(About this exercise) Your output should consist of the lines from the first line of the records below through the one with "display:flex; align-items:center; height:76px;", exactly, minus the pictures.

[Stored dataset items]
________________________________________

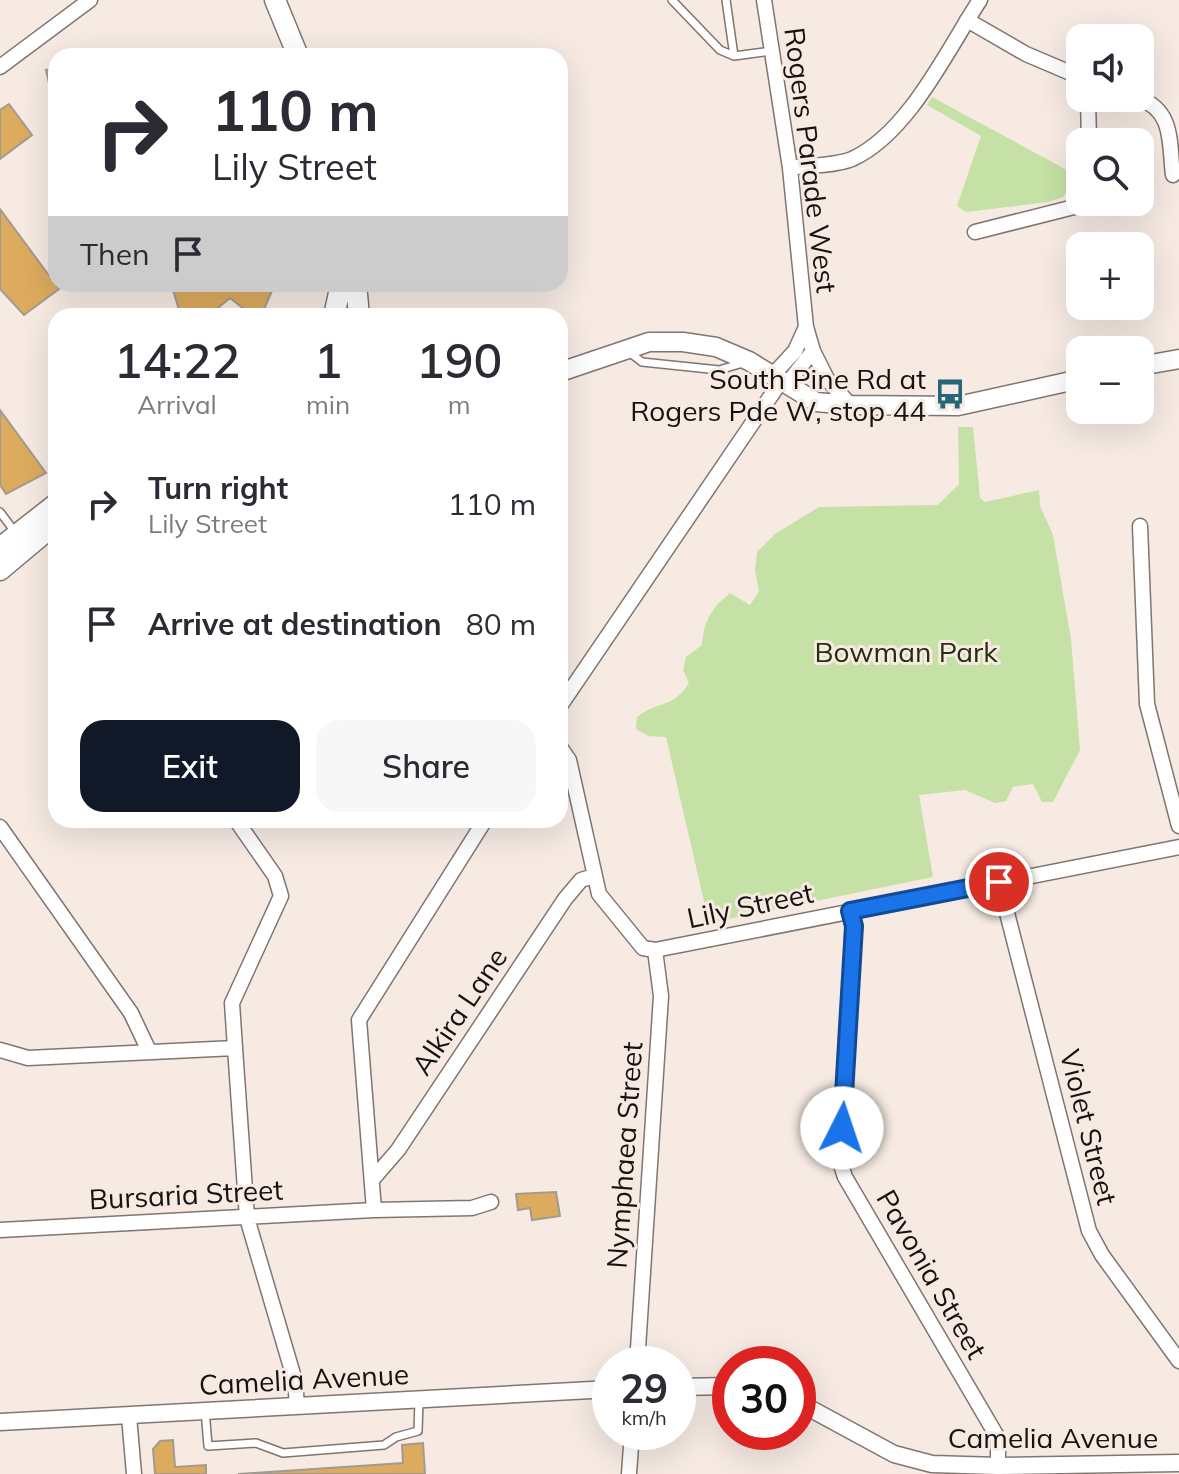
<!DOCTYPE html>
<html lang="en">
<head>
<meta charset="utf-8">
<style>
  body { margin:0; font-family:Mulish,sans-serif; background:#f7f7f7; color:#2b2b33; height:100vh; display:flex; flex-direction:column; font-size:30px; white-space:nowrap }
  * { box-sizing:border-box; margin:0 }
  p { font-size:26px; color:#7c7c81 }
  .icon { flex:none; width:44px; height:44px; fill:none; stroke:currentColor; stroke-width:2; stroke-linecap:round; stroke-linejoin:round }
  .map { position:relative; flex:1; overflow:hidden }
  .panel { position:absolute; left:48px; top:308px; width:520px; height:520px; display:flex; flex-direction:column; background:#fff; border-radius:24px; box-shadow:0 8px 32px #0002 }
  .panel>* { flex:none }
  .banner { position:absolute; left:48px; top:48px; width:520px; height:244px; border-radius:24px; box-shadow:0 8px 32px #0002; background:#fff; color:#2b2b33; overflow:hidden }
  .controls { position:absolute; left:1066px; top:24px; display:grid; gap:16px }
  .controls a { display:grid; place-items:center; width:88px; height:88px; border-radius:16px; background:#fff; box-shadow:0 8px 32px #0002; font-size:40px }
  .speed { position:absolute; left:592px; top:1346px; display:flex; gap:16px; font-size:40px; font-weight:700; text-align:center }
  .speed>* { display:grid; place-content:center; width:104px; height:104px; border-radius:50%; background:#fff; box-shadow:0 8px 32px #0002; line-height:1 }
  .speed small { font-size:20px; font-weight:400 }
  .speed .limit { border:12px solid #d22; background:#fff; color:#111 }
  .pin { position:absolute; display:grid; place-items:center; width:68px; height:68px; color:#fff; margin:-34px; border:4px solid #fff; border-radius:50%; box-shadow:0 2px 8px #0007 }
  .me { position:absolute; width:88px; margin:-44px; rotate:4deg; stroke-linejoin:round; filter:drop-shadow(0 0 6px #0008) }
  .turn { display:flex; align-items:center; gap:28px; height:168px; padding:0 32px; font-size:36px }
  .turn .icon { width:104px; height:104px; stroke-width:2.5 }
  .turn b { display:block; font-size:56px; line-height:68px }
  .then { display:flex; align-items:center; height:76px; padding:0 32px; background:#0003; gap:16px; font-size:30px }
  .eta { display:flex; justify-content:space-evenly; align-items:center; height:136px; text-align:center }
  .eta b { font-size:48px; font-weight:600; line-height:56px }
  .button { display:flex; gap:16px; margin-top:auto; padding:16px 32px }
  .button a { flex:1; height:92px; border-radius:24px; background:#111827; color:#fff; font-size:32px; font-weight:600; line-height:92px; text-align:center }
  .button a+a { background:#f7f7f7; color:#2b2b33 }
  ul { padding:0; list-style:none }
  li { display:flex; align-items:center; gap:24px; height:120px; padding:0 32px }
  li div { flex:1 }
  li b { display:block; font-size:30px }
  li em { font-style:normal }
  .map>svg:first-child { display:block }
  .green { fill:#c6e1a5 }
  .building { fill:#ddab5e; stroke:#a29b91; stroke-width:2 }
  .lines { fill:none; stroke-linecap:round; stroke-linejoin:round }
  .service-casing { stroke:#80756f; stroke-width:10 }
  .minor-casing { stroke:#80756f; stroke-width:17 }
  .tertiary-casing { stroke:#80756f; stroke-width:19 }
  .secondary-casing { stroke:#80756f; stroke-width:21 }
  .primary-casing { stroke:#80756f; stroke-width:23 }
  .service { stroke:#fff; stroke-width:7 }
  .minor { stroke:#fff; stroke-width:14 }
  .tertiary { stroke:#fff; stroke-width:16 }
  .secondary { stroke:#fff; stroke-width:18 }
  .primary { stroke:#fff; stroke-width:20 }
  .route-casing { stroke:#114b97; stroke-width:20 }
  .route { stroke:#1a73e8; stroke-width:14 }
  .labels { text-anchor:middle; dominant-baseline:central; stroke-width:6; stroke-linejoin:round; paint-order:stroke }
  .street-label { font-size:28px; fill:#161210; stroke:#f6eae3 }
  .poi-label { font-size:28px; fill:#161210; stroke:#f6eae3; text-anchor:end }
  .park-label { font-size:28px; fill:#23310f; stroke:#f6eae3 }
</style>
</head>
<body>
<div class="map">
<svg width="1179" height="1474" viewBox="0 0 1179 1474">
  <rect width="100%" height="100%" fill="#f6eae3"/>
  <path class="green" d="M932 97 1078 176 1063 197 1048 202 966 212 957 206 981 136 927 105Z
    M958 427H973L980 498 985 502 1039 490 1040 506 1053 535 1071 639 1080 750 1053 802H1042L1033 784 1013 787 1006 801 995 803 965 790 919 795 933 877 709 923 666 737 648 736 636 729 637 717C661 699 671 710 689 683L683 670 686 657 702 645C704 620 711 609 730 593L750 605 759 591 755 571 757 552 775 534 819 507 938 505 959 484Z"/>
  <path class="building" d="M56 68V113L46 70Z
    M9 104 32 135 0 159V110Z
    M0 209 59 289 24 315 0 289Z
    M192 284 201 287 275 284 261 316H253L230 298 219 307 222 316H181L173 290Z
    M0 410 46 473 6 494 0 485Z
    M556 1192 560 1216 532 1220 530 1208 518 1210 516 1194Z
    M173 1440 175 1467 206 1465V1474H155L153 1449 160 1441Z
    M423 1443 425 1474H238L403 1463 402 1445Z"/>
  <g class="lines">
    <g class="service-casing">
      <path id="service" d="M672 0 720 50 734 56 772 51
        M726 0 734 56
        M629 352 642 362 719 370 743 363
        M0 512 15 532
        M205 1410 208 1446 256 1443 283 1453 384 1445 396 1437 418 1431 419 1401"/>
    </g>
    <g class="minor-casing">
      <path id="minor" d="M764 0 790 168 806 327 813 351 786 385
        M967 20 1026 54 1080 77
        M0 67 90 0
        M1088 98 1089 142
        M1138 98C1174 110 1169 142 1173 175
        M790 168C809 165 835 166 852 159 909 133 947 50 980 0
        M975 232 1074 207 1080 198
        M813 351 827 379 850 405
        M772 376 795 351 806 327
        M1140 526 1147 704 1179 826
        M560 706 781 381
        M560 747 569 760 599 894 643 948 655 950 1179 847
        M0 827 131 1013 149 1051
        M999 882 1089 1231 1102 1255 1179 1361
        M850 911 854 926 839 1159 845 1177 998 1438V1466
        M235 1048 232 1003 281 896 275 876 236 820
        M0 1050 28 1058 235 1048 247 1218 295 1381 297 1405
        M372 1180 398 1150 565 899 581 880 594 876
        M374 1210 359 1020 485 820
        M0 1230 374 1210 472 1208 491 1202
        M637 1364 661 996 655 950
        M129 1416 134 1474
        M629 1474 632 1432"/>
    </g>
    <g class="tertiary-casing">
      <path id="tertiary" d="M678 1387 730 1386
        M798 1402 894 1454 932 1464 998 1466 1179 1463
        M0 1422 610 1389"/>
    </g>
    <g class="secondary-casing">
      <path id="secondary" d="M1140 366 1179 359
        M560 372 649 342H683L716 347 749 361 816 402 850 405 958 406 1080 379"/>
    </g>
    <g class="primary-casing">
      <path id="primary" d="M275 0 298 56
        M356 284 359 316
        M334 316 341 284
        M0 548 56 504
        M0 570 56 523"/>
    </g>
    <use href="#service" class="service"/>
    <use href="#minor" class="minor"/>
    <use href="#tertiary" class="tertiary"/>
    <use href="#secondary" class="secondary"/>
    <use href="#primary" class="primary"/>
  </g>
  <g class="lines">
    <g class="route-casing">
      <path id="route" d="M842 1128 854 926 850 911 999 882"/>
    </g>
    <use href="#route" class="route"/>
  </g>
  <defs>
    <g id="bus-bare" transform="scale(2.4)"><path d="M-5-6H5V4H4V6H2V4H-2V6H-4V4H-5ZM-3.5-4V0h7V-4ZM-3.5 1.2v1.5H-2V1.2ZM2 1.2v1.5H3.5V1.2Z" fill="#236679" stroke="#f6eae3" stroke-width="2.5" paint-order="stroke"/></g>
  </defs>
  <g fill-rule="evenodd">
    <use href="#bus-bare" x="950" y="394"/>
  </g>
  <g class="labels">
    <g class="street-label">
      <text transform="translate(811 160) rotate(83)">Rogers Parade West</text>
      <text transform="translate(750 905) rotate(-12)">Lily Street</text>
      <text transform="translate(459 1011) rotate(-56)">Alkira Lane</text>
      <text transform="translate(1089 1127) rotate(76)">Violet Street</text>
      <text transform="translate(624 1155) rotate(-86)">Nymphaea Street</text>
      <text transform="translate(186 1194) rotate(-3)">Bursaria Street</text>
      <text transform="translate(932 1274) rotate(60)">Pavonia Street</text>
      <text transform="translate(304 1379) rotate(-3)">Camelia Avenue</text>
      <text x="1053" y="1437">Camelia Avenue</text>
    </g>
    <g class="poi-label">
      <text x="926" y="378">South Pine Rd at<tspan x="926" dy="32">Rogers Pde W, stop 44</tspan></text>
    </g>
    <g class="park-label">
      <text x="906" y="651">Bowman Park</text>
    </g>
  </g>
</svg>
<div class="controls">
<a><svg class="icon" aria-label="sound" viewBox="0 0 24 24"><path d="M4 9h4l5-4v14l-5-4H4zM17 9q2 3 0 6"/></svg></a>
<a><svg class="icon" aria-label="search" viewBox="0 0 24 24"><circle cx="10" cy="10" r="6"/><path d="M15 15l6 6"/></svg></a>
<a>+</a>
<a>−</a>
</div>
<div class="speed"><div>29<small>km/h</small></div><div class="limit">30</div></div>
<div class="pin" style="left:999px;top:882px;background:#d93025"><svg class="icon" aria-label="arrive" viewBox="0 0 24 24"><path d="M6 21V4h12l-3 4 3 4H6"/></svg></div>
<svg class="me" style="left:842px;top:1128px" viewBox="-20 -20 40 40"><circle r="19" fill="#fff"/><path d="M0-13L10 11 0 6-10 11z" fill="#1a73e8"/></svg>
<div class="banner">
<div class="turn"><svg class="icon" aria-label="right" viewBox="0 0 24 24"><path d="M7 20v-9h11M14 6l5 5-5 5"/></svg><div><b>110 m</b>Lily Street</div></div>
<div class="then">Then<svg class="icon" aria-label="arrive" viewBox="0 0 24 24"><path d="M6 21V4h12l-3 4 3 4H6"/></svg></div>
</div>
<section class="panel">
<div class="eta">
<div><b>14:22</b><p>Arrival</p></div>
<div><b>1</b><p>min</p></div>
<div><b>190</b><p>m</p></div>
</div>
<ul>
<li><svg class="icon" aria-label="right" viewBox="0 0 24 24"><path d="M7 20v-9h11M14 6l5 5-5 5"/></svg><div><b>Turn right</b><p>Lily Street</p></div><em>110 m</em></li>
<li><svg class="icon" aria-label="arrive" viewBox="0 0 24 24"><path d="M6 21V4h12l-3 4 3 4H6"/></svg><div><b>Arrive at destination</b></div><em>80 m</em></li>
</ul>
<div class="button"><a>Exit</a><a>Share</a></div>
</section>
</div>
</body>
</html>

________________________________________

(Task output)
<!DOCTYPE html>
<html lang="en">
<head>
<meta charset="utf-8">
<style>
  body { margin:0; font-family:Mulish,sans-serif; background:#f7f7f7; color:#2b2b33; height:100vh; display:flex; flex-direction:column; font-size:30px; white-space:nowrap }
  * { box-sizing:border-box; margin:0 }
  p { font-size:26px; color:#7c7c81 }
  .icon { flex:none; width:44px; height:44px; fill:none; stroke:currentColor; stroke-width:2; stroke-linecap:round; stroke-linejoin:round }
  .map { position:relative; flex:1; overflow:hidden }
  .panel { position:absolute; left:48px; top:308px; width:520px; height:520px; display:flex; flex-direction:column; background:#fff; border-radius:24px; box-shadow:0 8px 32px #0002 }
  .panel>* { flex:none }
  .banner { position:absolute; left:48px; top:48px; width:520px; height:244px; border-radius:24px; box-shadow:0 8px 32px #0002; background:#fff; color:#2b2b33; overflow:hidden }
  .controls { position:absolute; left:1066px; top:24px; display:grid; gap:16px }
  .controls a { display:grid; place-items:center; width:88px; height:88px; border-radius:16px; background:#fff; box-shadow:0 8px 32px #0002; font-size:40px }
  .speed { position:absolute; left:592px; top:1346px; display:flex; gap:16px; font-size:40px; font-weight:700; text-align:center }
  .speed>* { display:grid; place-content:center; width:104px; height:104px; border-radius:50%; background:#fff; box-shadow:0 8px 32px #0002; line-height:1 }
  .speed small { font-size:20px; font-weight:400 }
  .speed .limit { border:12px solid #d22; background:#fff; color:#111 }
  .pin { position:absolute; display:grid; place-items:center; width:68px; height:68px; color:#fff; margin:-34px; border:4px solid #fff; border-radius:50%; box-shadow:0 2px 8px #0007 }
  .me { position:absolute; width:88px; margin:-44px; rotate:4deg; stroke-linejoin:round; filter:drop-shadow(0 0 6px #0008) }
  .turn { display:flex; align-items:center; gap:28px; height:168px; padding:0 32px; font-size:36px }
  .turn .icon { width:104px; height:104px; stroke-width:2.5 }
  .turn b { display:block; font-size:56px; line-height:68px }
  .then { display:flex; align-items:center; height:76px; padding:0 32px; background:#0003; gap:16px; font-size:30px }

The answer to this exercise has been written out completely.